Even if ASAP aims to overcome the limitations of previous models, it keeps the principle of static analysis that implies some unavoidable constraints. For example, some actors have a variable behavior because it depends on the consumed values. A one-to-N switch with an input that selects which output is chosen is a perfect example of such an actor. Under some conditions, it is possible to conduct a static analysis, as proposed in Refs. [25,26]. Nevertheless, it is not possible in the general case and it implies the use of simulations to retrieve the behavior under specific execution conditions. This is why we consider, in the following, only actors with a behavior independent from input values

As mentioned in the introduction, our final objective is to integrate our model and its related algorithms in a software tool that allows to create functional FPGA designs. Thus, ASAP has been designed to be applicable to new cores development (for example in VHDL). We have also taken the possibility to model existing cores into account provided they follow some simple constraints. Since there are many ways to implement a functionality, we have defined pattern properties to encompass a large range of behaviors, even those that could be considered as inefficient or nearly useless in practice. Moreover, as with many models, the possible results are wider than what can be used in real designs. This is why ASAP allows some cases that are unrealistic or even unfeasible in term of implementation.

Even though we have a practical goal, the following sections presents ASAP from a theoretical point of view, as in the majority of related works about models. For example, unfeasible cases are determined and explained. Some examples of patterns may be considered as unrealistic in practice but we use them to present some particularities of the model and their implications. It is also the case for algorithms that are not constrained by realistic assumptions. Nevertheless, some propositions of implementation and practical examples will be given to help the reader to catch the link between the model and our final objective.

Section 3.1 describes an actor considered alone and Section 3.2 discusses about a graph of actors.

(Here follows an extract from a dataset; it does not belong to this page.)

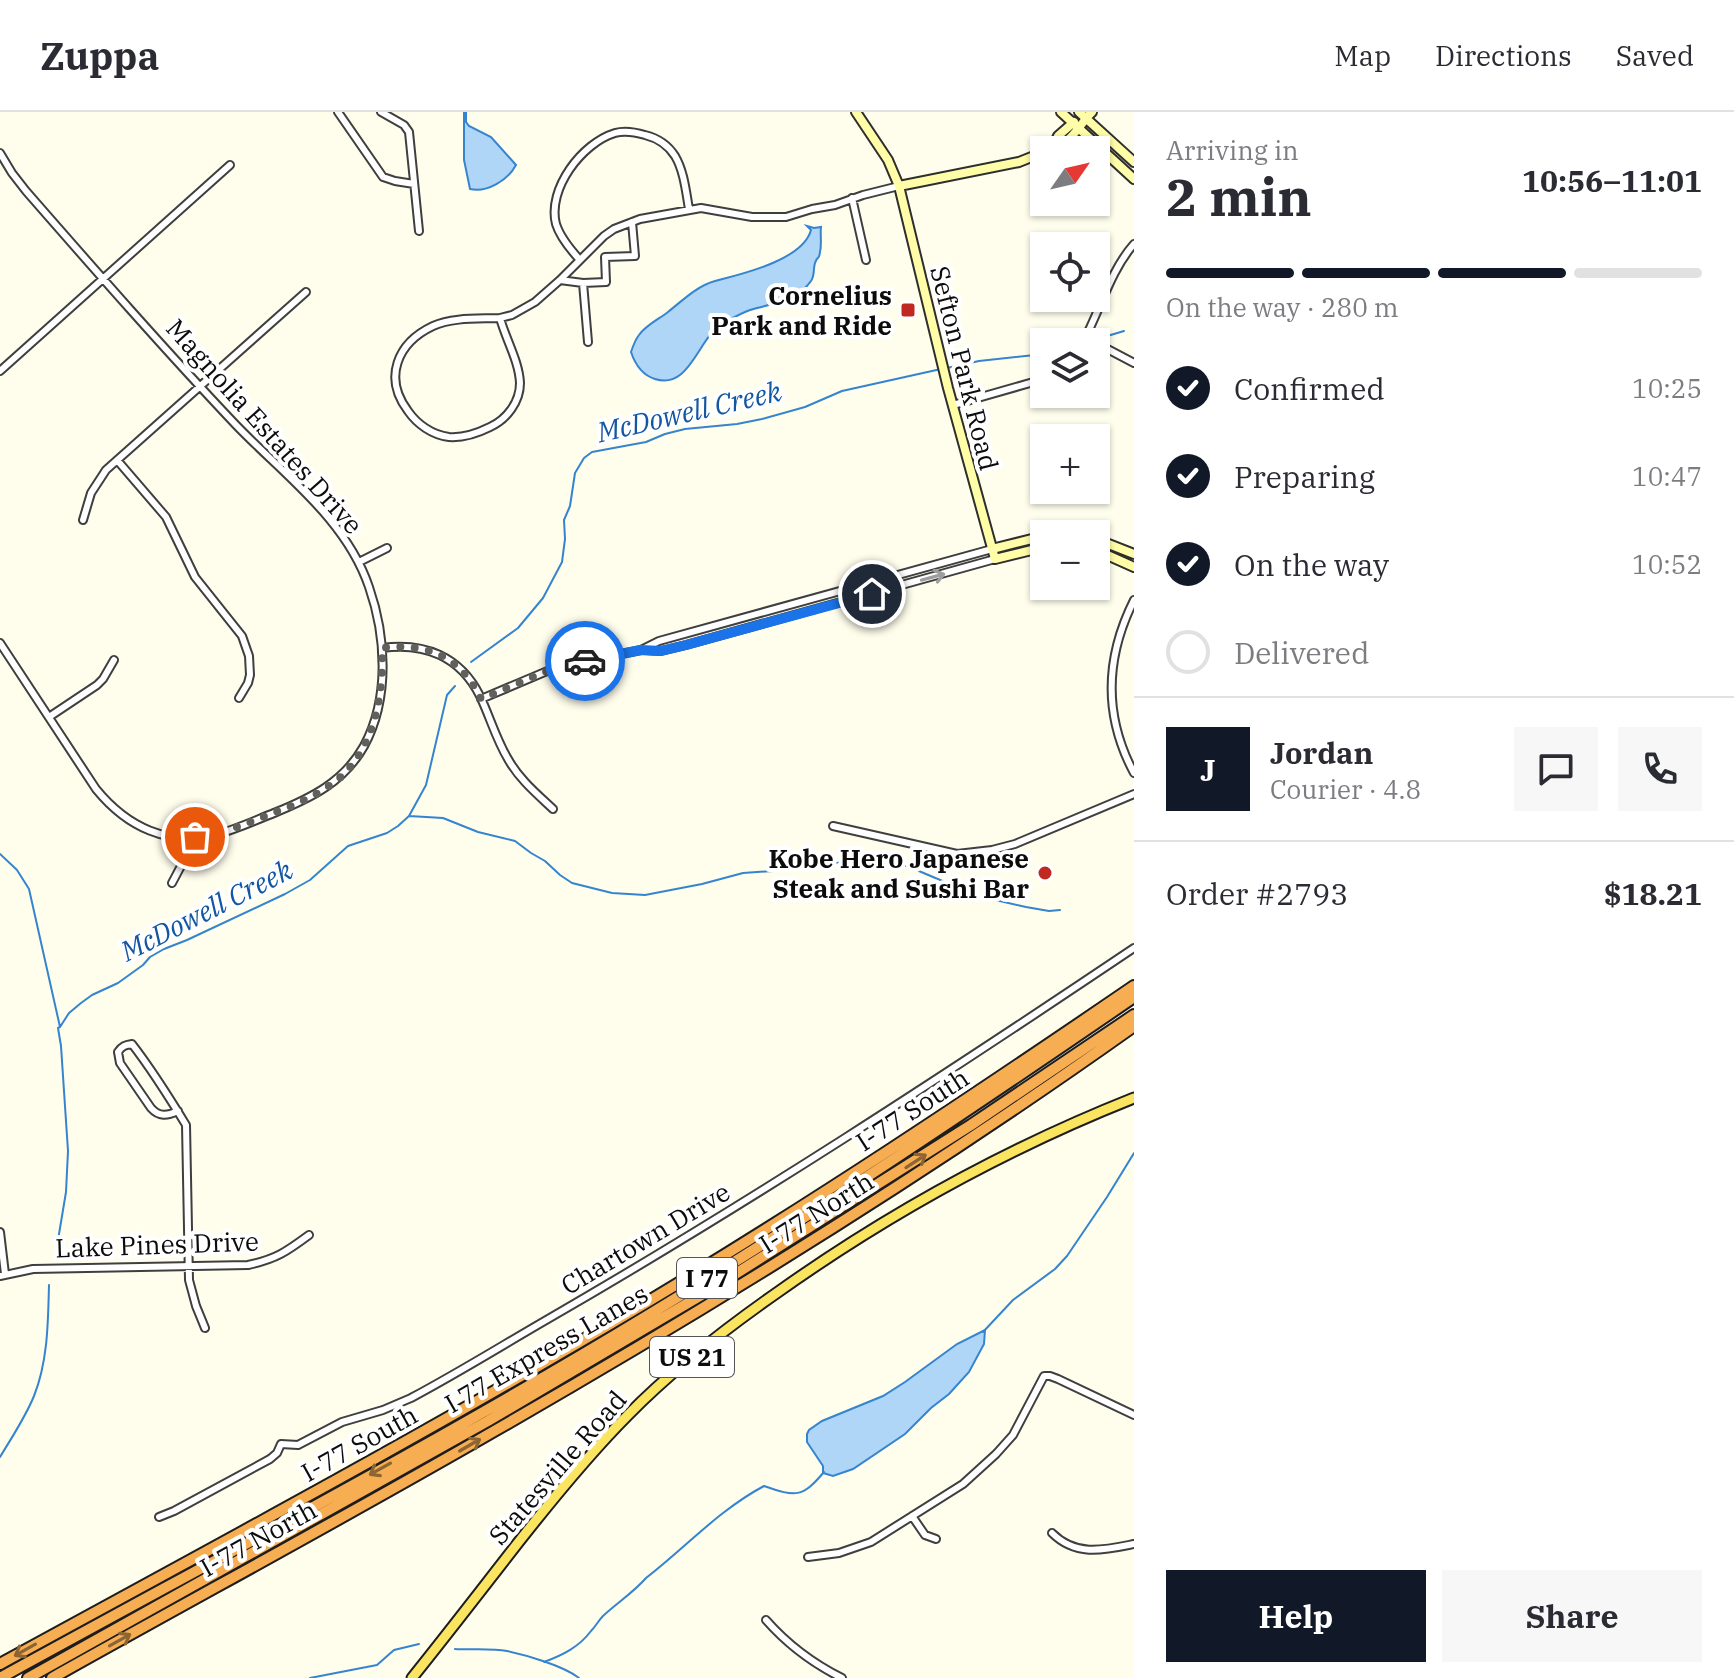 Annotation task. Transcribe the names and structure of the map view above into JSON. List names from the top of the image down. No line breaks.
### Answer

#### 3.1. Actor's structure and behavior

ASAP relies on a very simple structural constraint for actors and a small set of notions to describe their behavior. The following sections give their theoretical definition and a tiny illustration. The tight relations between these notions are explained in Section 3.1.6. Finally, Section 3.1.7 presents some examples to illustrate these notions and to describe their link with real implementations in VHDL.

### 3.1.1. Clock and ports

We assume that an actor is synchronized on a global clock signal that is always enabled. Clock cycles are numbered from 1 to  $\infty$ . When the execution of an actor is triggered at a given clock cycle, it consumes and produces data on its ports. An actor has  $P_I \in \mathbb{N}^*$  input ports and  $P_O \in \mathbb{N}^*$  output ports. Actors without inputs or outputs are called *sources* or *sinks* respectively.

Each input and output port corresponds to a couple of signals (data, validity). The type of data is left undefined and validity is a boolean signal. An **input group** is the set of values of the data signal received on the inputs, at a given clock cycle. Similarly, an **output group** is for the outputs.

It is worth noting that existing cores may already match these constraints, as those that comply with the AIX4-stream protocol in non-blocking mode. Thus, such cores can also be modeled with ASAP.

### 3.1.2. Execution and concurrency

An actor is **self-triggering**. For source actors, their first execution starts at clock cycle 1 of the global clock. A new execution is automatically triggered at the clock cycle following the end of the current one. For other actors, their execution is triggered by the first input group with validity values that conform to a particular state. For example, in Fig. 9, both inputs must be valid to trigger the execution. The execution is considered to be completed when the last result has been produced.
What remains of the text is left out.